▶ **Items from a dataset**
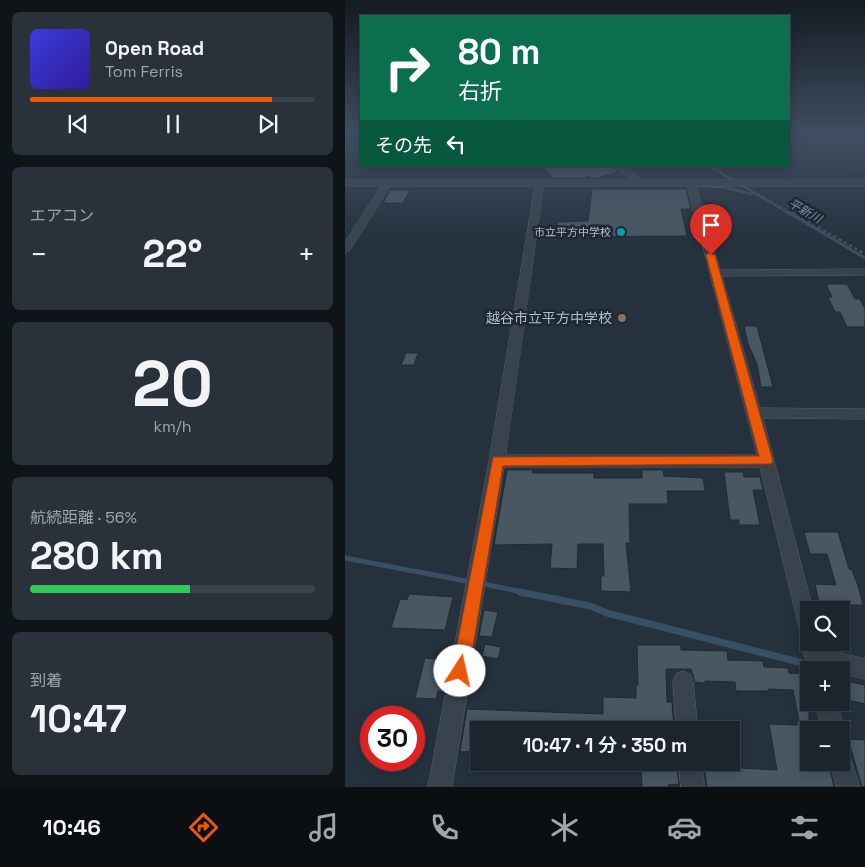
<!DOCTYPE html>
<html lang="ja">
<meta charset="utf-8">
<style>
body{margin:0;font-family:"Space Grotesk","Noto Sans JP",sans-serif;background:#29313a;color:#f1f3f6;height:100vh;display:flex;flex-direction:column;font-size:19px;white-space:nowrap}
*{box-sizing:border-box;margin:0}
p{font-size:16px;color:#a0a5aa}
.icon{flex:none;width:28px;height:28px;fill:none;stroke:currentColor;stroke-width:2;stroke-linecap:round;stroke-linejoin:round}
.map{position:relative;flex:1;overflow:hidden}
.panel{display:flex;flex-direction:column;gap:12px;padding:12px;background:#0f1419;width:345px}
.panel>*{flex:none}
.guide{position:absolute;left:15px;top:15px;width:430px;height:152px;border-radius:0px;box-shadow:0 2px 12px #0003,0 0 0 1px #3a424a;background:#0b6e4f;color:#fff;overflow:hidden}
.fabs{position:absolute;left:455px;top:601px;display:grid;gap:10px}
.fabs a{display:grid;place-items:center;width:50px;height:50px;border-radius:0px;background:#1c252e;box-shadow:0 2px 12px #0003,0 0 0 1px #3a424a;font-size:25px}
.speed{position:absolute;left:15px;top:706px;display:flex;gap:10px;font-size:25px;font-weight:700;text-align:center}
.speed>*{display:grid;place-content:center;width:65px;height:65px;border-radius:50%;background:#1c252e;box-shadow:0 2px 12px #0003,0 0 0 1px #3a424a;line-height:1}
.speed .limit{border:8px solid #d22;background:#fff;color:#111}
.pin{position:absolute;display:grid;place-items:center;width:42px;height:42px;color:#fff;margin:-51px -21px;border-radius:50% 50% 50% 0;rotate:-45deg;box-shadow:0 0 5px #0007}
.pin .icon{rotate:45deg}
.me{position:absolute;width:55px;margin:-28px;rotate:10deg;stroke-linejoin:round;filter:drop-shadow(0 0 4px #0008)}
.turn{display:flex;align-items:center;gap:18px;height:105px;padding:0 15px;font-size:22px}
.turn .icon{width:65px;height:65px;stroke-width:2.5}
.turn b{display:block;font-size:35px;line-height:42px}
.then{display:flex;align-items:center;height:48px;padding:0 15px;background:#0003;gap:10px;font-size:19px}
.big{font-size:38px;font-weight:600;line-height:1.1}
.panel .card{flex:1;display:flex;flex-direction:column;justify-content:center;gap:8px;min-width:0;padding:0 18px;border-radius:8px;background:#29313a}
.panel .dial{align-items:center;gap:0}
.dial b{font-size:65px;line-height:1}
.song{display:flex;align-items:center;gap:15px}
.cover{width:60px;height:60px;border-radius:8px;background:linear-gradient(135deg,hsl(240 70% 55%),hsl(250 70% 35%))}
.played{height:5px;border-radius:2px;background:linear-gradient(90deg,#ea580c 85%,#3a424a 85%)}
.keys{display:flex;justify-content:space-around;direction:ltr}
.heat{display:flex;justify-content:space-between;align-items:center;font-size:28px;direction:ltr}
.charge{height:8px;border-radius:4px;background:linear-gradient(90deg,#34c759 56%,#3a424a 0)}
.trip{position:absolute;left:125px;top:721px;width:270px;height:50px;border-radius:0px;background:#1c252e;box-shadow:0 2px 12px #0003,0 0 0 1px #3a424a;font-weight:600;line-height:50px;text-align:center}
.tabs{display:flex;height:80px;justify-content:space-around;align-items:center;background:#0b0f12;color:#a0a5aa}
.tabs .icon{width:35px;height:35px}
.tabs .current{color:#ea580c}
.tabs b{font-size:22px;color:#f1f3f6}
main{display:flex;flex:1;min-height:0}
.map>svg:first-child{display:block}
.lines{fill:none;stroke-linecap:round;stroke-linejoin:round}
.stream-far3{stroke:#394f64;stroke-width:2.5}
.stream-far2{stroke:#394f64;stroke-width:3}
.stream-far1{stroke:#394f64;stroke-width:5}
.stream{stroke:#394f64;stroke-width:7}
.building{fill:#495763;stroke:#202a34}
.minor-casing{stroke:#57616b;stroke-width:1}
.path-far1{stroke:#455a5b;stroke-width:1;stroke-dasharray:2.5 2.5;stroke-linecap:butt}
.path{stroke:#455a5b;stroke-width:2;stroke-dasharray:3 3;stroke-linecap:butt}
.minor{fill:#39434d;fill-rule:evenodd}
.route{fill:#ea580c;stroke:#983908}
.culture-dot{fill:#0f9aa8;stroke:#1e2832;stroke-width:2}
.education-dot{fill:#8d6e63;stroke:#1e2832;stroke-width:2}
.labels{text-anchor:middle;stroke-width:5;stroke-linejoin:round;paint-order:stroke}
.far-poi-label{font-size:11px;fill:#b5bec8;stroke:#1e2832;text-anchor:end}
.far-water-label{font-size:12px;font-style:italic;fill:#7692aa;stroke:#1e2832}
.poi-label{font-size:14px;fill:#b5bec8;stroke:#1e2832;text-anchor:end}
</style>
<main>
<section class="panel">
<div class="card">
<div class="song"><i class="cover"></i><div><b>Open Road</b><p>Tom Ferris</p></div></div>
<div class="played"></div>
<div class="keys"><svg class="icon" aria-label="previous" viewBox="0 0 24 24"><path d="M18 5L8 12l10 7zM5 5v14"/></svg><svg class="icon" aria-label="pause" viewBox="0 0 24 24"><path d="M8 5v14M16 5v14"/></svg><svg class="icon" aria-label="next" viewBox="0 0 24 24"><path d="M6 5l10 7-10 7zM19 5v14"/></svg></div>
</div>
<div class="card"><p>エアコン</p>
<div class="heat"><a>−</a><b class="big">22°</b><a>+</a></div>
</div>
<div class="card dial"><b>20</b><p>km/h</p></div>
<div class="card"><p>航続距離 · 56%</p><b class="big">280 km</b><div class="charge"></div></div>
<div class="card"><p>到着</p><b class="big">10:47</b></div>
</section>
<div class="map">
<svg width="520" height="787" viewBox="0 0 520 787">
<rect width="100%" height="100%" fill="#25313d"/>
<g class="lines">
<path class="stream-far3" d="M364 166 445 214
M357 186 377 187 407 194"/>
<path class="stream-far2" d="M443 212 520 258"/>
<path class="stream-far1" d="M0 558 126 582
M134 583 182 593"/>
<path class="stream" d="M175 592 245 606 262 613 454 662"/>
</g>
<path class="building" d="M197 166H266L273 172 252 178H245V176L236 178H209Z
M247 189H341L346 209H336L342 236 211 237 213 222 243 221Z
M45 190H65L58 203H38Z
M481 284H502L510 299H515L520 309V327H502L495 312H490L483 297H487Z
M399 326H412L428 387H416L412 364 403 344Z
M61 353H73L69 365H56Z
M162 470H188L187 473H249V478H297V470H318L319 476 358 478 360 491H322L323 504H284L285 543H281L286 592 256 591V576H259L258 544H233L232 569 205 568 207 544 149 545Z
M379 472H398L399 477H415L418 490H408L415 525H394V520H385Z
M459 532H493L504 569 507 570 513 586 518 605H506L507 610 491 609 489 603 474 602 470 584 491 585 482 554H465Z
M64 594 108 597 100 630 46 628 55 599 62 600Z
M139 610 153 612 147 637 134 636Z
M140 644 156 647 153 659 137 656Z
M292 645H336V650L382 651 383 660 418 661 419 667 443 668 444 673 464 674V769H485L489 787H362L359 766 432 770 424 724 452 725V721H454L448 690 423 689V691H391L390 682 360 681V683L350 682 346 669H321L322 702H327L329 730H134V751L115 752 122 709 258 714V697L291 698V685H293Z
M80 658 105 660 99 692 93 691 91 699 70 698Z
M496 680 520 685V704L498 699 496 693Z
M503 739 520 740V787H517Z
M296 762H331L334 784 323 785V787H297Z"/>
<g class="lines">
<defs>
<path id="minor" d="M268 166H278L298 180H520V186H351L375 270 520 269V275L377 276 415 408 520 409V419L418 418 468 610H464V642H476L477 648 520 659V679L496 673V670H464V672L456 642 457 639 415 467H159L107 787H83L144 461 190 186H45L5 250 0 253V242L36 186H0V180H286ZM199 186H342L412 455H161Z
M338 671 345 674 348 681 353 730H331L328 681 331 674Z
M471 702H492L499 730 496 736V730H477Z
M496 751 504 754 515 787H491L485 762H496Z
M334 762H356L360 787H336Z"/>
</defs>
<use href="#minor" class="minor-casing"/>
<path class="path-far1" d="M102 166 108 173
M367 166 378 173
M504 172 520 167
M413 193 449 214"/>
<path class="path" d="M447 212 520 254"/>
<use href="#minor" class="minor"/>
</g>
<linearGradient id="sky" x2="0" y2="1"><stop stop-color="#141b22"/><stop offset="0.55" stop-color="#404e62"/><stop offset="1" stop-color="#404e62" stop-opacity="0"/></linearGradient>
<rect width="520" height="244" fill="url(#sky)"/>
<path class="route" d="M363 253 370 255 428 461 426 464 158 466 124 671 121 677 115 679 109 677 107 671 148 457 414 456 361 255Z"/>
<circle class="culture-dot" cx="276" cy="232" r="5"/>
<circle class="education-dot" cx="277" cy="318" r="5"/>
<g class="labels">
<g class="far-poi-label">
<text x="266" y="236">市立平方中学校</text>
</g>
<g class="far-water-label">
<text transform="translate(460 211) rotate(30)" y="4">平新川</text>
</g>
<g class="poi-label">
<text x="267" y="323">越谷市立平方中学校</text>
</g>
</g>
</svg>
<div class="fabs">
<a><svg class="icon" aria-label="search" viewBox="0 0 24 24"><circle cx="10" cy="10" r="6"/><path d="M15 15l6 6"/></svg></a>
<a>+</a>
<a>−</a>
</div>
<div class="speed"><div class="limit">30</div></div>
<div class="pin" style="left:366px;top:255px;background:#d93025"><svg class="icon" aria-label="arrive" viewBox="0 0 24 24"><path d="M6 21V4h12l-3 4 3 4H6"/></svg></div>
<svg class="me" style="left:115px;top:671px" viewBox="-20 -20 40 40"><circle r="19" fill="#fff"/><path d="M0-13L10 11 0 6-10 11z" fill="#ea580c"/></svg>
<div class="trip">10:47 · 1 分 · 350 m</div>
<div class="guide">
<div class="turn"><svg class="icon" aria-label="right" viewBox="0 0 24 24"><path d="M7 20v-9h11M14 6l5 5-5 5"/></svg><div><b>80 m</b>右折</div></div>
<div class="then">その先<svg class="icon" aria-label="left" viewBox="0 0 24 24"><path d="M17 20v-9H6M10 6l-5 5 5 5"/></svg></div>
</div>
</div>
</main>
<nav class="tabs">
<b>10:46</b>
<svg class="icon current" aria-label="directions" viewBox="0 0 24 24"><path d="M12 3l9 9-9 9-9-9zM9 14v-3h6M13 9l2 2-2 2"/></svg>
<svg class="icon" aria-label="music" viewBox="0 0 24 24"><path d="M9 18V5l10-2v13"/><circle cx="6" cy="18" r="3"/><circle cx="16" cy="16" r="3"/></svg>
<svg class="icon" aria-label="phone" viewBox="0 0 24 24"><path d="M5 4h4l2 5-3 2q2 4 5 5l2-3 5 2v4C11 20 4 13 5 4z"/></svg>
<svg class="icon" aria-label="climate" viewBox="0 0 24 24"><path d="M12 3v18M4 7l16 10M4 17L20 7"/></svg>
<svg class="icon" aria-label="car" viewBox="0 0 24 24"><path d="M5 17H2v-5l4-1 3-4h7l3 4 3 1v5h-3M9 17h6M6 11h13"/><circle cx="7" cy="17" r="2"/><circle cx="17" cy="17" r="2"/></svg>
<svg class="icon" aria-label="filters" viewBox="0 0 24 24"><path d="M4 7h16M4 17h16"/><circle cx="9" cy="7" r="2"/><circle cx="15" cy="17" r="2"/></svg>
</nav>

▶ **Description of the task**
Look through the data above. Each line containing the word "cover" needs to be copied.

▶ **Output for this task**
.cover{width:60px;height:60px;border-radius:8px;background:linear-gradient(135deg,hsl(240 70% 55%),hsl(250 70% 35%))}
<div class="song"><i class="cover"></i><div><b>Open Road</b><p>Tom Ferris</p></div></div>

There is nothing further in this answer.